Exploring the iOS screen framebuffer– a kernel reversing experiment

It’s been over two years since I last published a blog, so I thought I’d give this another go in 2020 and kick it off by writing about an iOS-related project I’ve been working on over the last couple weeks – a reverse engineering task involving the iOS screen frame-buffer.

First of all, my inspiration to start looking at this came shortly after the release of the checkra1n jailbreak for the iPhone 5S – iPhone X. If you haven’t yet played with checkra1n, check it out here – https://checkra.in/.

One of the things checkra1n does during the jailbreaking process is display a series of debug messages on the phone’s screen to let the user know about the progress of the jailbreak, and allow them to see what went wrong in the event of the jailbreak failing.

These debug messages are written to the display over the top of the standard boot screen. I was intrigued by this and started to wonder how the checkra1n team had implemented it. I heard some phrases thrown around online mentioning the use of a “framebuffer” and that the jailbreak tool was somehow “writing” to it.

So I set myself the challenge of figuring out how this worked and how I could replicate this in order render some characters on the screen by directly manipulating the pixels.

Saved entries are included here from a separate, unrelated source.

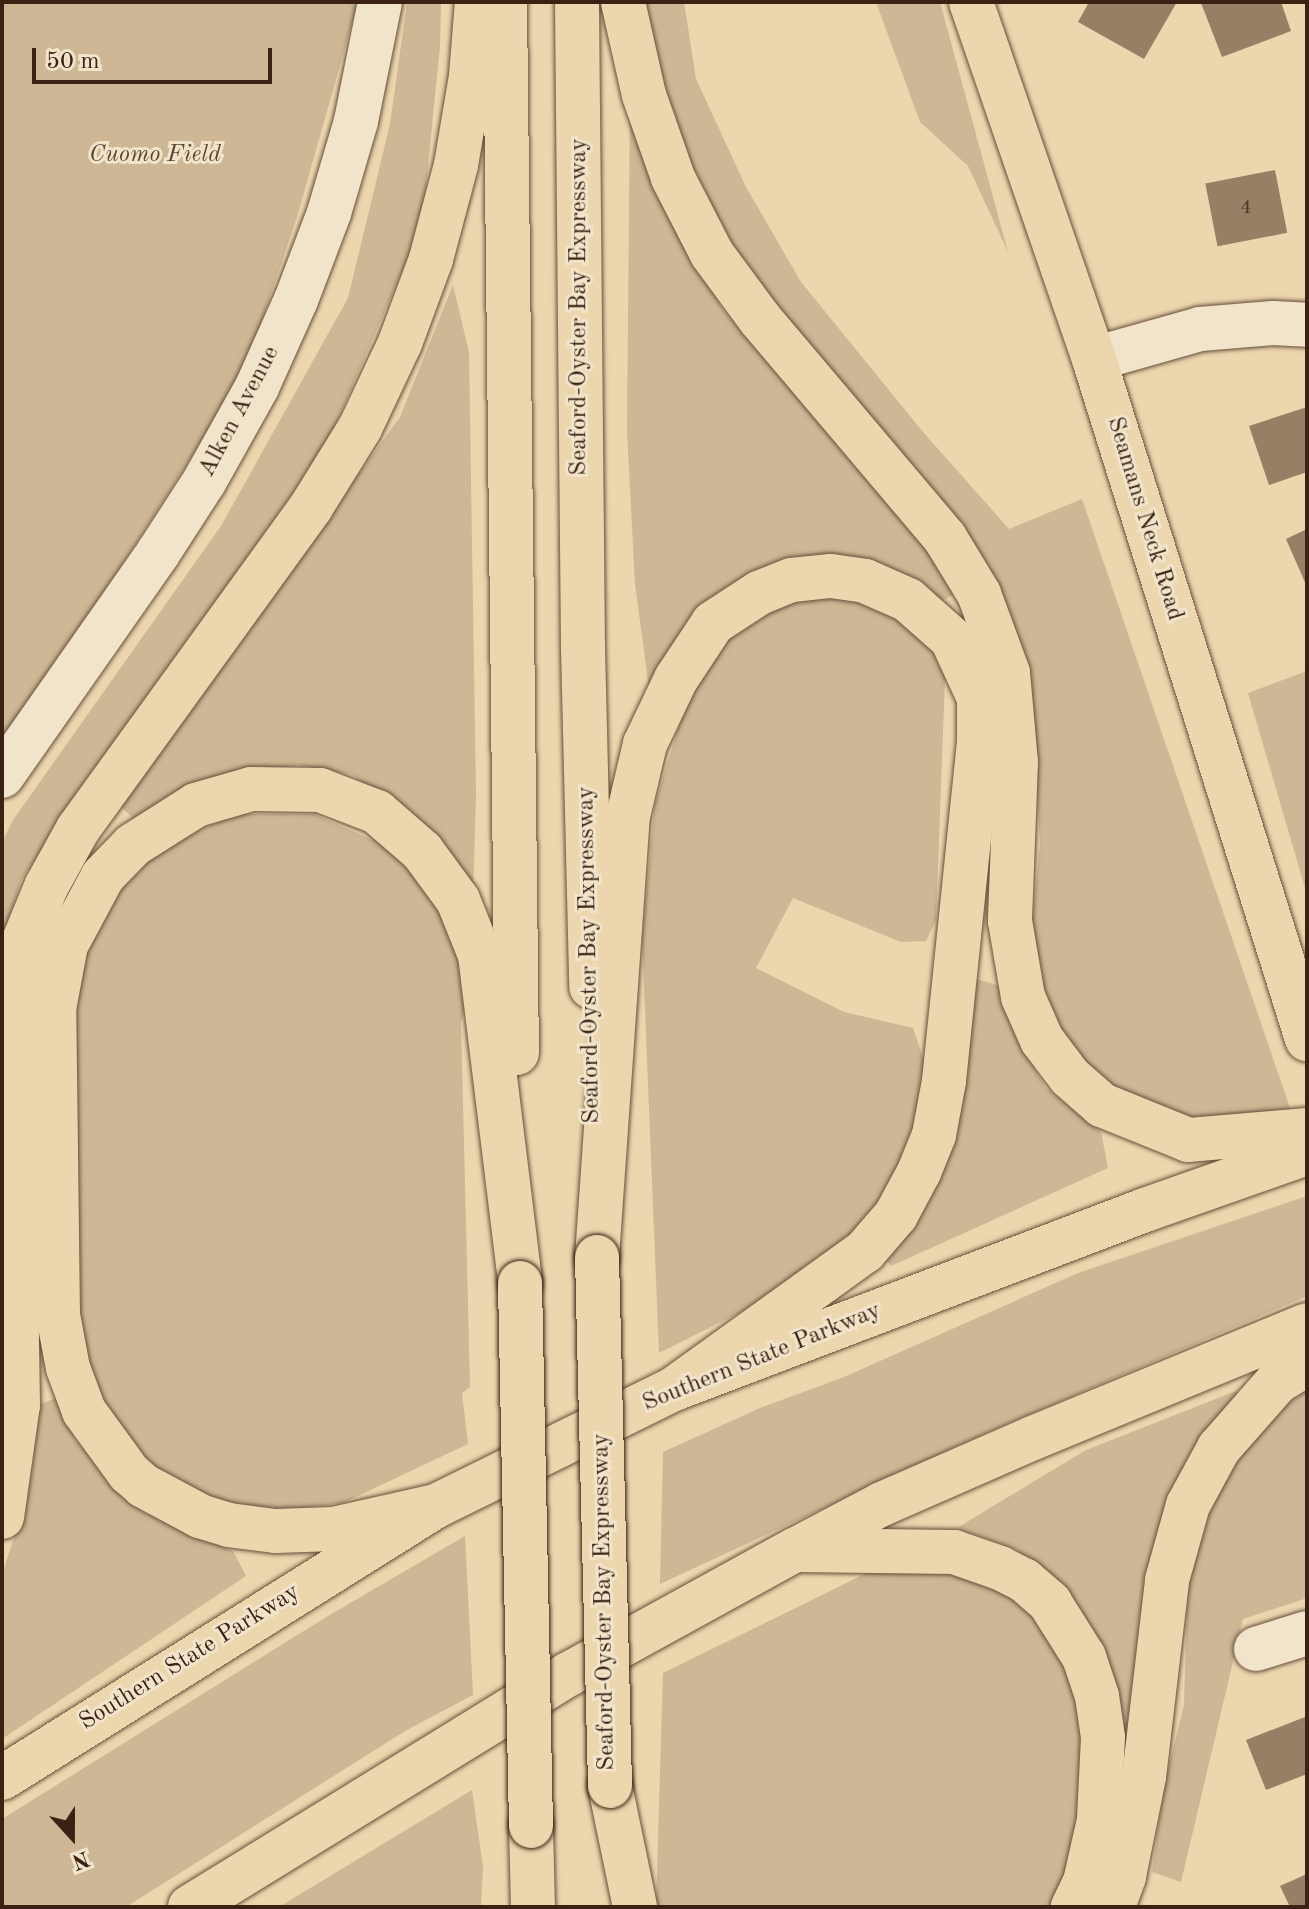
<!DOCTYPE html>
<html>
<head>
<meta charset="utf-8">
<style>
  body { margin:0 }
  #map { position:relative; width:1309px; height:1909px; overflow:hidden; background:#ebd6ae; font-family:"Old Standard TT",serif }
  div>[style] { position:absolute }
  .green>* { inset:0; background:#cdb794 }
  .building>* { inset:0; background:#967f64; transform-origin:0 0 }
  .roads { filter:drop-shadow(0 0 2px #664e3a) drop-shadow(0 0 2px #664e3a) }
  .minor>* { height:44px; margin:-22px; padding:0 22px; transform-origin:22px; border-radius:22px; background:#f2e4ca }
  .major>* { height:44px; margin:-22px; padding:0 22px; transform-origin:22px; border-radius:22px; background:#ebd6ae }
  .highway>* { height:44px; margin:-22px; padding:0 22px; transform-origin:22px; border-radius:22px; background:#ebd6ae }
  .bridges { filter:drop-shadow(0 0 2px #392113) drop-shadow(0 0 2px #392113) }
  .highway-bridge>* { height:44px; margin:-22px; padding:0 22px; transform-origin:22px; border-radius:22px; background:#ebd6ae }
  span { translate:-50% -50%; white-space:nowrap; text-align:center; line-height:1.15; -webkit-text-stroke:6px #f2e4ca; paint-order:stroke }
  .number-label { font-size:20px; color:#503827 }
  .number-label span { -webkit-text-stroke-width:0 }
  .park-label { font-size:24px; color:#5e4633; font-style:italic }
  .street-label { font-size:24px; color:#392113 }
  .frame { position:absolute; inset:0; border:4px solid #392113; pointer-events:none }
  .north { position:absolute; left:32px; top:1797px; width:80px; height:80px; -webkit-text-stroke:6px #f2e4ca; paint-order:stroke; rotate:159deg; font-size:22px; font-weight:700; line-height:32px; text-align:center; color:#392113 }
  .north::after { content:''; display:block; margin:auto; width:28px; height:36px; background:#392113; clip-path:polygon(50% 0,100% 100%,50% 72%,0 100%) }
  .scale { position:absolute; left:32px; top:48px; width:240px; height:36px; box-sizing:border-box; border:4px solid #392113; border-top:0; padding-left:10px; font-size:24px; line-height:28px; white-space:nowrap; color:#392113; -webkit-text-stroke:6px #f2e4ca; paint-order:stroke }
</style>
</head>
<body>
<div id="map">
  <div class="green">
    <div style="clip-path:polygon(2px 2px,358px 2px,297px 217px,243px 377px,2px 751px)"></div>
    <div style="clip-path:polygon(407px 2px,441px 2px,440px 46px,422px 226px,327px 444px,22px 878px,2px 939px,2px 842px,13px 820px,221px 526px,348px 298px,390px 124px)"></div>
    <div style="clip-path:polygon(645px 2px,684px 2px,696px 79px,746px 187px,801px 282px,923px 432px,1009px 529px,1082px 499px,1291px 1111px,1192px 1126px,1111px 1094px,1049px 1028px,1031px 935px,1040px 844px,1033px 721px,1001px 592px,754px 295px,661px 106px)"></div>
    <div style="clip-path:polygon(876px 2px,940px 2px,1008px 252px,968px 166px,920px 122px)"></div>
    <div style="clip-path:polygon(630px 101px,661px 196px,722px 309px,940px 560px,958px 592px,938px 603px,790px 566px,651px 703px,635px 584px,627px 431px)"></div>
    <div style="clip-path:polygon(453px 285px,469px 352px,476px 795px,473px 896px,415px 829px,353px 775px,298px 765px,202px 779px,133px 818px,119px 805px,400px 417px)"></div>
    <div style="clip-path:polygon(808px 595px,880px 605px,930px 645px,945px 678px,936px 920px,926px 941px,901px 942px,793px 898px,756px 968px,844px 1012px,913px 1028px,927px 1069px,925px 1116px,886px 1207px,819px 1273px,659px 1353px,642px 938px,655px 804px,691px 686px,743px 622px)"></div>
    <div style="clip-path:polygon(1307px 671px,1307px 895px,1248px 693px)"></div>
    <div style="clip-path:polygon(233px 814px,314px 814px,386px 846px,440px 902px,475px 967px,461px 1023px,470px 1387px,462px 1393px,468px 1444px,343px 1503px,247px 1515px,163px 1481px,97px 1411px,76px 1345px,69px 1013px,93px 921px,151px 854px)"></div>
    <div style="clip-path:polygon(970px 977px,1000px 986px,1024px 1052px,1046px 1088px,1101px 1132px,1108px 1168px,891px 1266px,881px 1254px)"></div>
    <div style="clip-path:polygon(1307px 1196px,1307px 1296px,988px 1432px,660px 1584px,663px 1452px,760px 1408px,844px 1377px,1078px 1273px)"></div>
    <div style="clip-path:polygon(1307px 1390px,1307px 1598px,1243px 1619px,1181px 1882px,1152px 1872px,1164px 1785px,1184px 1705px,1188px 1570px,1210px 1506px,1259px 1424px)"></div>
    <div style="clip-path:polygon(1236px 1391px,1241px 1404px,1133px 1733px,1119px 1732px,1063px 1590px,1016px 1549px,957px 1528px,1086px 1450px)"></div>
    <div style="clip-path:polygon(58px 1397px,75px 1440px,141px 1511px,233px 1551px,246px 1576px,2px 1739px,2px 1575px,17px 1528px,30px 1409px)"></div>
    <div style="clip-path:polygon(465px 1536px,473px 1695px,405px 1731px,126px 1907px,2px 1907px,2px 1819px,328px 1616px)"></div>
    <div style="clip-path:polygon(938px 1568px,990px 1582px,1046px 1622px,1072px 1662px,1091px 1786px,1060px 1907px,656px 1907px,663px 1673px,875px 1569px)"></div>
    <div style="clip-path:polygon(472px 1790px,483px 1867px,481px 1907px,279px 1907px)"></div>
  </div>
  <div class="building">
    <div style="clip-path:polygon(1089px 2px,1177px 2px,1144px 59px,1078px 22px)"></div>
    <div style="clip-path:polygon(1281px 2px,1291px 31px,1222px 57px,1201px 3px)"></div>
    <div style="left:1275px;top:170px;width:64px;height:71px;rotate:79deg"></div>
    <div style="clip-path:polygon(1307px 407px,1307px 472px,1269px 485px,1249px 426px)"></div>
    <div style="clip-path:polygon(1307px 529px,1307px 587px,1286px 539px)"></div>
    <div style="clip-path:polygon(1305px 1717px,1307px 1774px,1266px 1790px,1246px 1740px)"></div>
    <div style="clip-path:polygon(1307px 1874px,1307px 1907px,1290px 1907px,1280px 1886px)"></div>
  </div>
  <div class="roads">
    <div class="minor">
      <div style="left:1094px;top:359px;width:110px;rotate:-15.8deg"></div>
      <div style="left:1200px;top:329px;width:73px;rotate:-4.7deg"></div>
      <div style="left:1273px;top:323px;width:34px;rotate:3deg"></div>
      <div style="left:2px;top:776px;width:272px;rotate:-55deg"></div>
      <div style="left:158px;top:553px;width:85px;rotate:-57.1deg"></div>
      <div style="left:204px;top:482px;width:109px;rotate:-60.8deg"></div>
      <div style="left:257px;top:387px;width:95px;rotate:-65.9deg"></div>
      <div style="left:296px;top:300px;width:93px;rotate:-69.2deg"></div>
      <div style="left:329px;top:213px;width:96px;rotate:-73.6deg"></div>
      <div style="left:356px;top:121px;width:121px;rotate:-78.6deg"></div>
      <div style="left:1256px;top:1649px;width:53px;rotate:-17.4deg"></div>
    </div>
    <div class="major">
      <div style="left:971px;top:2px;width:378px;rotate:71deg"></div>
      <div style="left:1094px;top:359px;width:713px;rotate:72.61deg"></div>
    </div>
    <div class="highway">
      <div style="left:505px;top:2px;width:1051px;rotate:89.35deg"></div>
      <div style="left:577px;top:2px;width:646px;rotate:89.47deg"></div>
      <div style="left:583px;top:648px;width:339px;rotate:88.6deg"></div>
      <div style="left:623px;top:2px;width:95px;rotate:77.3deg"></div>
      <div style="left:644px;top:95px;width:88px;rotate:70.7deg"></div>
      <div style="left:673px;top:178px;width:85px;rotate:62.8deg"></div>
      <div style="left:712px;top:254px;width:81px;rotate:53.6deg"></div>
      <div style="left:760px;top:319px;width:287px;rotate:49.8deg"></div>
      <div style="left:945px;top:538px;width:66px;rotate:58.7deg"></div>
      <div style="left:979px;top:594px;width:84px;rotate:69.8deg"></div>
      <div style="left:1008px;top:673px;width:89px;rotate:84.9deg"></div>
      <div style="left:1016px;top:762px;width:159px;rotate:92.2deg"></div>
      <div style="left:1010px;top:921px;width:77px;rotate:80.3deg"></div>
      <div style="left:1023px;top:997px;width:47px;rotate:66.2deg"></div>
      <div style="left:1042px;top:1040px;width:46px;rotate:52.9deg"></div>
      <div style="left:1070px;top:1077px;width:43px;rotate:41.2deg"></div>
      <div style="left:1102px;top:1105px;width:93px;rotate:22.1deg"></div>
      <div style="left:1188px;top:1140px;width:119px;rotate:-4.8deg"></div>
      <div style="left:597px;top:1257px;width:442px;rotate:-86deg"></div>
      <div style="left:628px;top:816px;width:74px;rotate:-76.7deg"></div>
      <div style="left:645px;top:744px;width:72px;rotate:-64.5deg"></div>
      <div style="left:676px;top:679px;width:67px;rotate:-56.5deg"></div>
      <div style="left:713px;top:623px;width:55px;rotate:-33.1deg"></div>
      <div style="left:759px;top:593px;width:35px;rotate:-22deg"></div>
      <div style="left:792px;top:580px;width:39px;rotate:-6deg"></div>
      <div style="left:831px;top:576px;width:34px;rotate:8deg"></div>
      <div style="left:865px;top:581px;width:47px;rotate:23.8deg"></div>
      <div style="left:908px;top:600px;width:59px;rotate:41.6deg"></div>
      <div style="left:952px;top:639px;width:65px;rotate:65.4deg"></div>
      <div style="left:979px;top:698px;width:44px;rotate:90deg"></div>
      <div style="left:979px;top:742px;width:341px;rotate:95.9deg"></div>
      <div style="left:944px;top:1081px;width:55px;rotate:100.5deg"></div>
      <div style="left:934px;top:1135px;width:40px;rotate:112deg"></div>
      <div style="left:919px;top:1172px;width:49px;rotate:118.1deg"></div>
      <div style="left:896px;top:1215px;width:48px;rotate:130.7deg"></div>
      <div style="left:865px;top:1251px;width:236px;rotate:144.2deg"></div>
      <div style="left:436px;top:1506px;width:105px;rotate:167.3deg"></div>
      <div style="left:334px;top:1529px;width:59px;rotate:178.1deg"></div>
      <div style="left:275px;top:1531px;width:46px;rotate:-172.6deg"></div>
      <div style="left:229px;top:1525px;width:30px;rotate:-163deg"></div>
      <div style="left:200px;top:1516px;width:64px;rotate:-151.8deg"></div>
      <div style="left:144px;top:1486px;width:20px;rotate:-139deg"></div>
      <div style="left:129px;top:1473px;width:77px;rotate:-126deg"></div>
      <div style="left:84px;top:1411px;width:46px;rotate:-110.4deg"></div>
      <div style="left:68px;top:1368px;width:54px;rotate:-100.7deg"></div>
      <div style="left:58px;top:1315px;width:306px;rotate:-90.7deg"></div>
      <div style="left:54px;top:1009px;width:65px;rotate:-79.4deg"></div>
      <div style="left:66px;top:945px;width:78px;rotate:-61.8deg"></div>
      <div style="left:103px;top:876px;width:43px;rotate:-45.9deg"></div>
      <div style="left:133px;top:845px;width:75px;rotate:-32.4deg"></div>
      <div style="left:196px;top:805px;width:57px;rotate:-16.2deg"></div>
      <div style="left:251px;top:789px;width:69px;rotate:0.8deg"></div>
      <div style="left:320px;top:790px;width:61px;rotate:21.1deg"></div>
      <div style="left:377px;top:812px;width:60px;rotate:40.9deg"></div>
      <div style="left:422px;top:851px;width:61px;rotate:53.7deg"></div>
      <div style="left:458px;top:900px;width:59px;rotate:68.2deg"></div>
      <div style="left:480px;top:955px;width:330px;rotate:83deg"></div>
      <div style="left:2px;top:1517px;width:113px;rotate:-81.9deg"></div>
      <div style="left:18px;top:1405px;width:362px;rotate:-90.9deg"></div>
      <div style="left:12px;top:1043px;width:70px;rotate:-85.9deg"></div>
      <div style="left:17px;top:973px;width:36px;rotate:-77deg"></div>
      <div style="left:25px;top:938px;width:55px;rotate:-67.6deg"></div>
      <div style="left:46px;top:887px;width:66px;rotate:-61.1deg"></div>
      <div style="left:78px;top:829px;width:397px;rotate:-54.1deg"></div>
      <div style="left:311px;top:507px;width:93px;rotate:-58.2deg"></div>
      <div style="left:360px;top:428px;width:94px;rotate:-64.8deg"></div>
      <div style="left:400px;top:343px;width:90px;rotate:-69.7deg"></div>
      <div style="left:431px;top:259px;width:97px;rotate:-75.1deg"></div>
      <div style="left:456px;top:165px;width:90px;rotate:-80.4deg"></div>
      <div style="left:471px;top:76px;width:74px;rotate:-85.4deg"></div>
      <div style="left:797px;top:1550px;width:157px;rotate:0.7deg"></div>
      <div style="left:954px;top:1552px;width:49px;rotate:19.2deg"></div>
      <div style="left:1000px;top:1568px;width:27px;rotate:27deg"></div>
      <div style="left:1024px;top:1580px;width:35px;rotate:41deg"></div>
      <div style="left:1050px;top:1603px;width:64px;rotate:57.8deg"></div>
      <div style="left:1084px;top:1657px;width:41px;rotate:71.6deg"></div>
      <div style="left:1097px;top:1696px;width:41px;rotate:81.7deg"></div>
      <div style="left:1103px;top:1737px;width:83px;rotate:92.8deg"></div>
      <div style="left:1099px;top:1820px;width:64px;rotate:102.7deg"></div>
      <div style="left:1085px;top:1882px;width:28px;rotate:116deg"></div>
      <div style="left:2px;top:1778px;width:512px;rotate:-32.08deg"></div>
      <div style="left:436px;top:1506px;width:265px;rotate:-26.2deg"></div>
      <div style="left:674px;top:1389px;width:504px;rotate:-20.81deg"></div>
      <div style="left:1145px;top:1210px;width:172px;rotate:-19.4deg"></div>
      <div style="left:610px;top:1786px;width:124px;rotate:78.3deg"></div>
      <div style="left:531px;top:1826px;width:81px;rotate:88.6deg"></div>
      <div style="left:190px;top:1907px;width:445px;rotate:-31.6deg"></div>
      <div style="left:569px;top:1674px;width:258px;rotate:-28.8deg"></div>
      <div style="left:795px;top:1550px;width:98px;rotate:-27.9deg"></div>
      <div style="left:882px;top:1504px;width:165px;rotate:-23.6deg"></div>
      <div style="left:1033px;top:1438px;width:296px;rotate:-22.4deg"></div>
      <div style="left:1113px;top:1907px;width:33px;rotate:-70deg"></div>
      <div style="left:1124px;top:1876px;width:101px;rotate:-78.6deg"></div>
      <div style="left:1144px;top:1777px;width:198px;rotate:-83.3deg"></div>
      <div style="left:1167px;top:1580px;width:78px;rotate:-74.4deg"></div>
      <div style="left:1188px;top:1505px;width:65px;rotate:-61.5deg"></div>
      <div style="left:1219px;top:1448px;width:88px;rotate:-48.7deg"></div>
      <div style="left:1277px;top:1382px;width:35px;rotate:-31deg"></div>
    </div>
  </div>
  <div class="bridges">
    <div class="highway-bridge">
      <div style="left:597px;top:1257px;width:529px;rotate:88.59deg"></div>
      <div style="left:520px;top:1283px;width:543px;rotate:88.84deg"></div>
    </div>
  </div>
  <div class="number-label">
    <span style="left:1246px;top:208px">4</span>
  </div>
  <div class="park-label">
    <span style="left:155px;top:156px">Cuomo Field</span>
  </div>
  <div class="street-label">
    <span style="left:580px;top:307px;rotate:-90deg">Seaford-Oyster Bay Expressway</span>
    <span style="left:240px;top:412px;rotate:-62deg">Alken Avenue</span>
    <span style="left:1144px;top:519px;rotate:73deg">Seamans Neck Road</span>
    <span style="left:590px;top:955px;rotate:-91deg">Seaford-Oyster Bay Expressway</span>
    <span style="left:762px;top:1358px;rotate:-22deg">Southern State Parkway</span>
    <span style="left:605px;top:1602px;rotate:-91deg">Seaford-Oyster Bay Expressway</span>
    <span style="left:190px;top:1658px;rotate:-32deg">Southern State Parkway</span>
  </div>
  <div class="frame"></div>
  <div class="north">N</div>
  <div class="scale">50 m</div>
</div>
</body>
</html>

Locating the iOS frame-buffer in kernel memory

The first step towards reaching my goal of writing custom characters to the screen was to find where in memory the screen pixel data was stored.

The checkra1n tool manipulates pixels in the framebuffer during the iBoot stage of the boot process, which is why we see the debug messages printed over the Apple boot-logo. I decided to take a different approach and focus on an already-booted iPhone.

The only difference meant dealing with kernel memory as opposed to iBoot memory, and dealing with the kernel memory seemed like the simpler approach as I could get started right away without having to construct a fully patched boot-chain etc.